The ultimate guide for sound features and their applications
In this article we will try to go deeper into sound features describing the Mel-Spectrogram and MFCC features and their applications, after previously discussing the Spectrogram features at the guide for Spectrogram features.
In this article we’ll cover the following topics:
- Why do we need features other than the Spectrogram features?
- Mel-Spectrogram (Filter Bank) features
- Mel-frequency cepstral coefficients (MFCCs) features
- Conclusion
Why do we need features other than the Spectrogram features?
Spectrogram features most important advantage is that: It captures the sound properties providing us with the ability to recreate it.
But its main disadvantage is that:
- It treats all the frequency ranges the same, which means it doesn’t mimic our ears behavior.
- Our ear focuses on the differences between low frequency sounds more than it does for high frequency sounds.
So due to these disadvantages other features will be needed for some of the tasks.
Mel-Spectrogram (Filter Bank) features
This where Mel-Spectrogram (Filter bank) features shine. The point here is to try and mimic the hearing of our sounds. Where our ears can distinguish low frequencies more than it can for high frequencies. So, we will apply filters to window our Spectrogram, where the width of the filters will increase as frequency increases.

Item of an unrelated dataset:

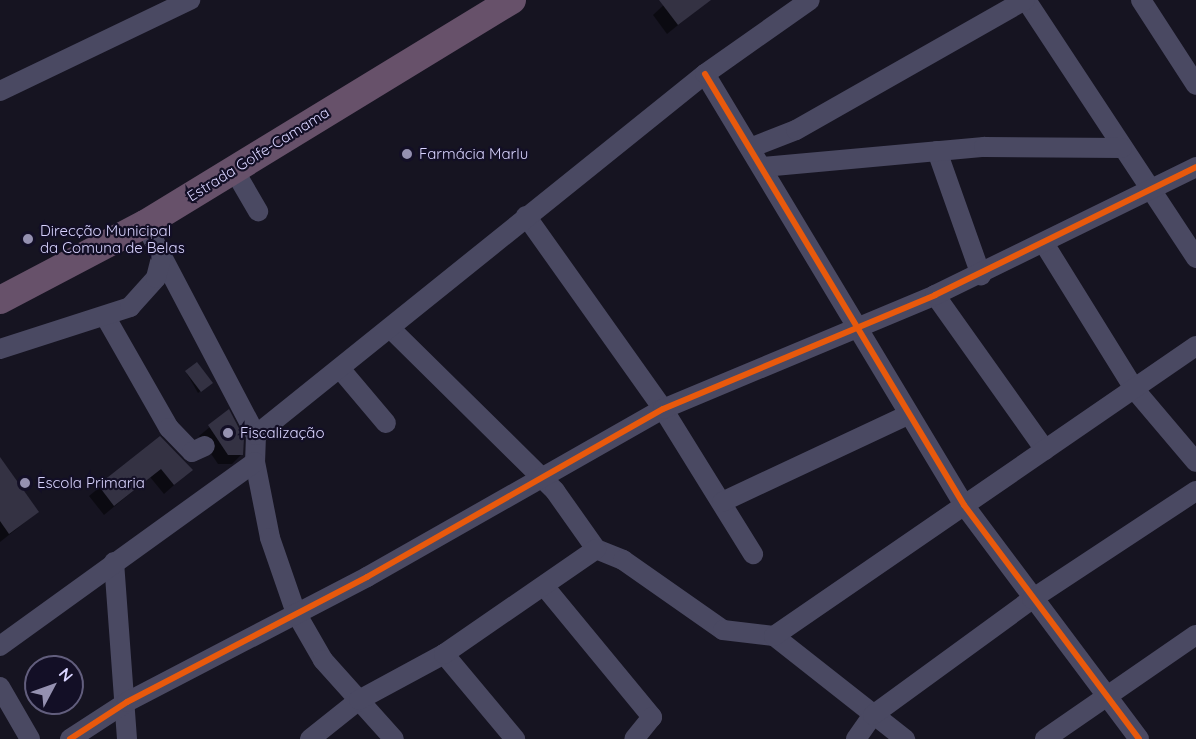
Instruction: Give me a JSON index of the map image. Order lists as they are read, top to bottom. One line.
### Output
{"streets":{"highway":["Estrada Golfe-Camama"]},"places":["Farmácia Marlu","Direcção Municipal da Comuna de Belas","Fiscalização","Escola Primaria"],"north":"top right"}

One of the most common filter banks here is the Hanning window as in the STFT. Triangular filter banks are also popular.
The main advantage of these features is:
- They mimic our ears behavior, so they are great for recognition tasks.
But their main disadvantage is:
- They are heavily correlated, so system that are susceptible to correlated inputs won’t be able to utilize them.
Mel-frequency cepstral coefficients (MFCCs) features
Here we start from the previously computed Mel-Spectrogram. Where log is applied to this Mel-spectrogram.
Then Discrete Cosine Transform (DCT) is applied to this log Mel-spectrogram. DCT is simply representing a signal in terms of coefficients of cosine waves.
The main advantage of the DCT over the DFT that makes it suitable for compression is that it focuses on the most important features at its first coefficients.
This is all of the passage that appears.